■ **Work item**: Please report each line of the data below that contains "minor".

■ **Saved entries**:
----------
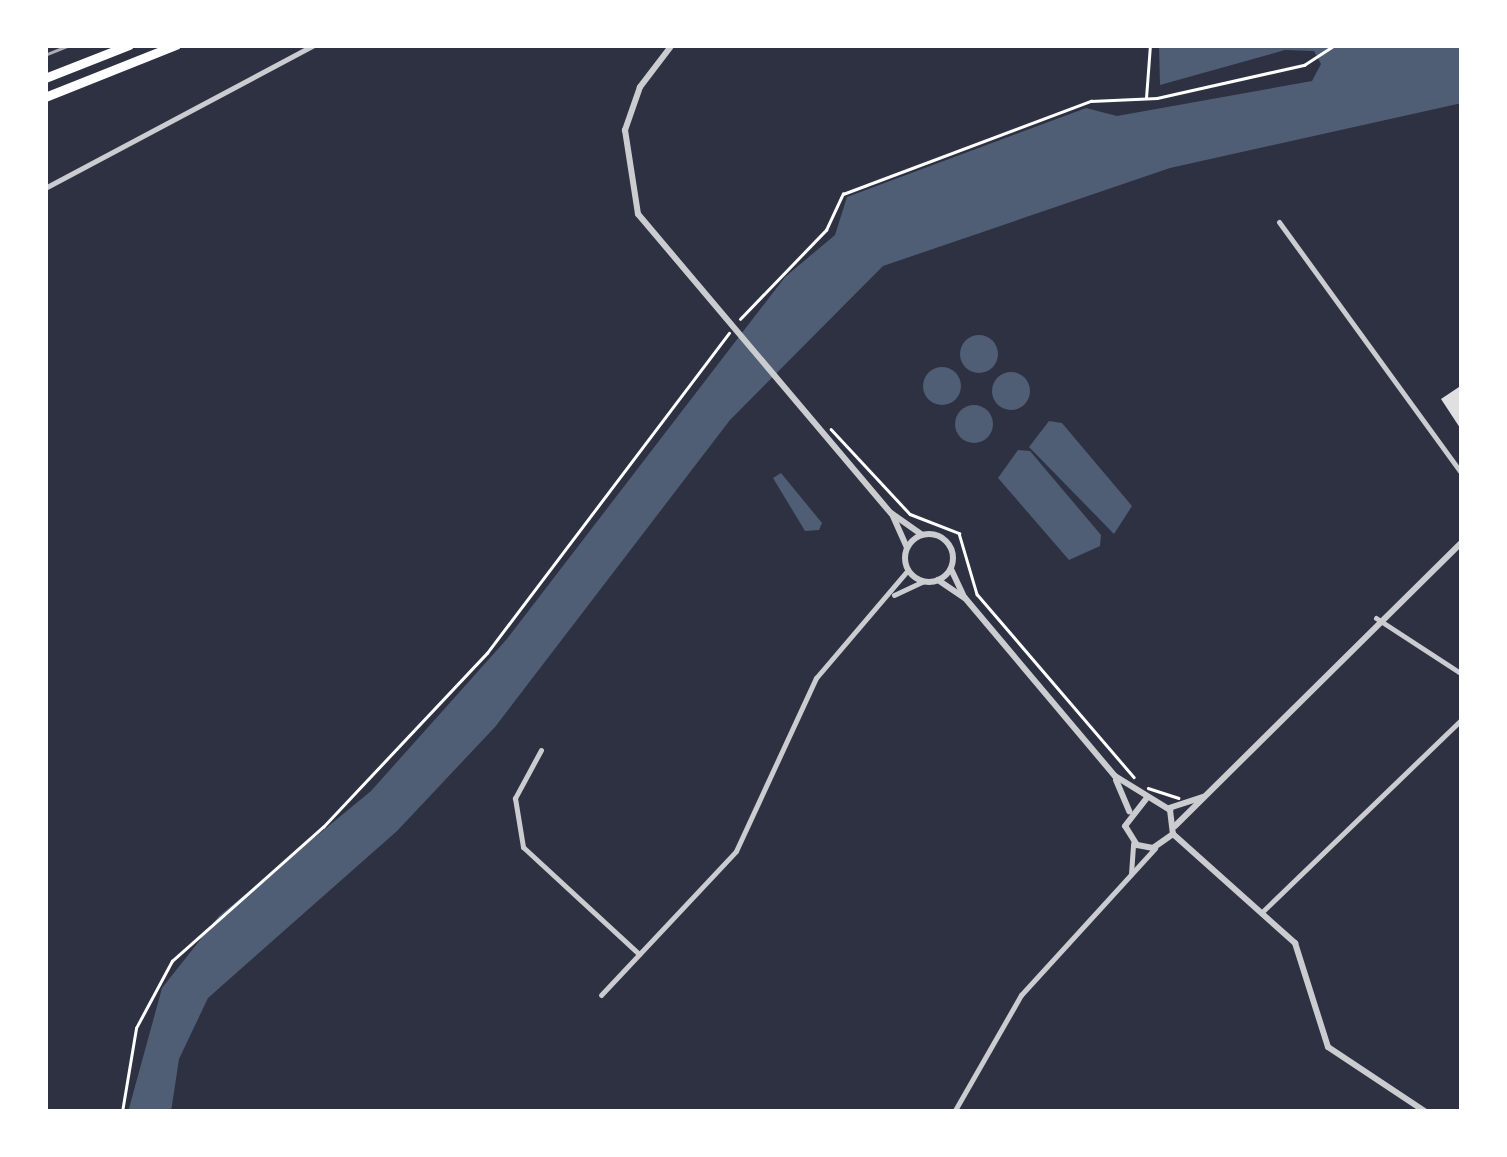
<!DOCTYPE html>
<style>
body{margin:0}
#map{position:relative;width:1507px;height:1157px;overflow:hidden;background:#2d3142;font-family:"PT Sans Narrow",sans-serif}
div>[style]{position:absolute}
[style*='--x']{left:calc(var(--x)*1px);top:calc(var(--y)*1px);width:calc(var(--w)*1px);rotate:calc(var(--a)*1deg)}
.water>*{inset:0;background:#4f5d75}
.round{border-radius:50%}
.building>*{inset:0;background:#e0e0e3}
.path>*{height:2.5px;margin:-1.25px;padding:0 1.25px;transform-origin:1.25px;border-radius:1.25px;background:#fff}
.minor>*{height:5px;margin:-2.5px;padding:0 2.5px;transform-origin:2.5px;border-radius:2.5px;background:#caccd0}
.tertiary>*{height:6px;margin:-3px;padding:0 3px;transform-origin:3px;border-radius:3px;background:#caccd0}
.tertiary>.ring{margin:-3px;padding:0;box-sizing:content-box;background:none;border:6px solid #caccd0;border-radius:50%}
.trunk>*{height:9px;margin:-4.5px;padding:0 4.5px;transform-origin:4.5px;border-radius:4.5px;background:#fff}
.tram>*{height:2.5px;margin:-1.25px;padding:0 1.25px;transform-origin:1.25px;border-radius:1.25px;background:#abadb3}
span{translate:-50% -50%;white-space:nowrap;text-align:center;line-height:1.15;-webkit-text-stroke:10px #fff;paint-order:stroke}
.frame{position:absolute;inset:0;border:48px solid #fff;pointer-events:none}
</style>
<div id="map">
<div class="water">
<div style="clip-path:polygon(1159px 45px,1462px 45px,1462px 103px,1170px 168px,883px 266px,730px 420px,495px 727px,397px 831px,208px 998px,179px 1059px,171px 1112px,128px 1112px,162px 988px,219px 916px,371px 791px,506px 640px,785px 277px,835px 235px,847px 197px,1086px 108px,1117px 116px,1312px 81px,1321px 64px,1314px 51px,1285px 50px,1160px 85px)"></div>
<div class="round" style="left:960px;top:335px;width:38px;height:38px"></div>
<div class="round" style="left:923px;top:367px;width:38px;height:38px"></div>
<div class="round" style="left:992px;top:372px;width:38px;height:38px"></div>
<div class="round" style="left:955px;top:405px;width:38px;height:38px"></div>
<div style="clip-path:polygon(1049px 421px,1062px 423px,1132px 506px,1114px 534px,1029px 447px)"></div>
<div style="clip-path:polygon(1018px 450px,1030px 451px,1101px 535px,1100px 546px,1069px 560px,998px 478px)"></div>
<div style="clip-path:polygon(781px 473px,822px 523px,819px 530px,805px 531px,773px 478px)"></div>
</div>
<div class="building">
<div style="clip-path:polygon(1462px 385px,1462px 431px,1441px 399px)"></div>
</div>
<div class="path">
<div style="--x:1146;--y:98;--w:53;--a:-85.7"></div>
<div style="--x:740;--y:319;--w:124;--a:-46"></div>
<div style="--x:826;--y:230;--w:40;--a:-65"></div>
<div style="--x:843;--y:194;--w:265;--a:-20.6"></div>
<div style="--x:1091;--y:101;--w:66;--a:-2.6"></div>
<div style="--x:1157;--y:98;--w:151;--a:-12.7"></div>
<div style="--x:1304;--y:65;--w:37;--a:-33"></div>
<div style="--x:831;--y:429;--w:116;--a:47.1"></div>
<div style="--x:910;--y:514;--w:53;--a:21.2"></div>
<div style="--x:959;--y:533;--w:64;--a:73.6"></div>
<div style="--x:977;--y:594;--w:241;--a:49.4"></div>
<div style="--x:1148;--y:788;--w:32;--a:18"></div>
<div style="--x:122;--y:1112;--w:85;--a:-80.5"></div>
<div style="--x:136;--y:1028;--w:76;--a:-61.8"></div>
<div style="--x:172;--y:961;--w:202;--a:-41.6"></div>
<div style="--x:323;--y:827;--w:239;--a:-46.7"></div>
<div style="--x:487;--y:653;--w:401;--a:-52.9"></div>
</div>
<div class="minor">
<div style="--x:45;--y:188;--w:305;--a:-28"></div>
<div style="--x:1279;--y:222;--w:311;--a:54"></div>
<div style="--x:894;--y:595;--w:33;--a:-25"></div>
<div style="--x:1376;--y:618;--w:103;--a:33.1"></div>
<div style="--x:541;--y:750;--w:55;--a:118.4"></div>
<div style="--x:515;--y:798;--w:50;--a:80.7"></div>
<div style="--x:523;--y:847;--w:158;--a:42.7"></div>
<div style="--x:1131;--y:874;--w:31;--a:-86"></div>
<div style="--x:1261;--y:913;--w:279;--a:-44"></div>
<div style="--x:601;--y:995;--w:197;--a:-46.8"></div>
<div style="--x:736;--y:851;--w:191;--a:-65.2"></div>
<div style="--x:816;--y:678;--w:142;--a:-49.6"></div>
<div style="--x:954;--y:1112;--w:135;--a:-60.2"></div>
<div style="--x:1021;--y:995;--w:199;--a:-47.6"></div>
</div>
<div class="tertiary">
<div style="--x:672;--y:45;--w:53;--a:127.3"></div>
<div style="--x:640;--y:87;--w:46;--a:109.2"></div>
<div style="--x:625;--y:130;--w:85;--a:81.2"></div>
<div style="--x:638;--y:214;--w:392;--a:49.8"></div>
<div style="--x:891;--y:513;--w:37;--a:35"></div>
<div style="--x:892;--y:514;--w:36;--a:66"></div>
<div class="ring" style="left:905px;top:534px;width:42px;height:42px"></div>
<div style="--x:951;--y:569;--w:31;--a:65"></div>
<div style="--x:938;--y:580;--w:32;--a:34"></div>
<div style="--x:965;--y:598;--w:233;--a:49.9"></div>
<div style="--x:1115;--y:776;--w:65;--a:31.7"></div>
<div style="--x:1170;--y:810;--w:24;--a:83"></div>
<div style="--x:1173;--y:834;--w:24;--a:145"></div>
<div style="--x:1153;--y:848;--w:16;--a:-169"></div>
<div style="--x:1137;--y:845;--w:22;--a:-122"></div>
<div style="--x:1125;--y:826;--w:34;--a:-52"></div>
<div style="--x:1116;--y:780;--w:34;--a:67"></div>
<div style="--x:1169;--y:808;--w:36;--a:-18"></div>
<div style="--x:1175;--y:826;--w:404;--a:-44.7"></div>
<div style="--x:1173;--y:834;--w:164;--a:41.8"></div>
<div style="--x:1295;--y:943;--w:109;--a:72.4"></div>
<div style="--x:1328;--y:1047;--w:118;--a:33.6"></div>
</div>
<div class="trunk">
<div style="--x:45;--y:78;--w:90;--a:-21.4"></div>
<div style="--x:45;--y:97;--w:141;--a:-21.7"></div>
</div>
<div class="tram">
<div style="--x:45;--y:55;--w:27;--a:-22"></div>
</div>
<div class="frame"></div>
</div>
----------
■ **Expected output**:
.minor>*{height:5px;margin:-2.5px;padding:0 2.5px;transform-origin:2.5px;border-radius:2.5px;background:#caccd0}
<div class="minor">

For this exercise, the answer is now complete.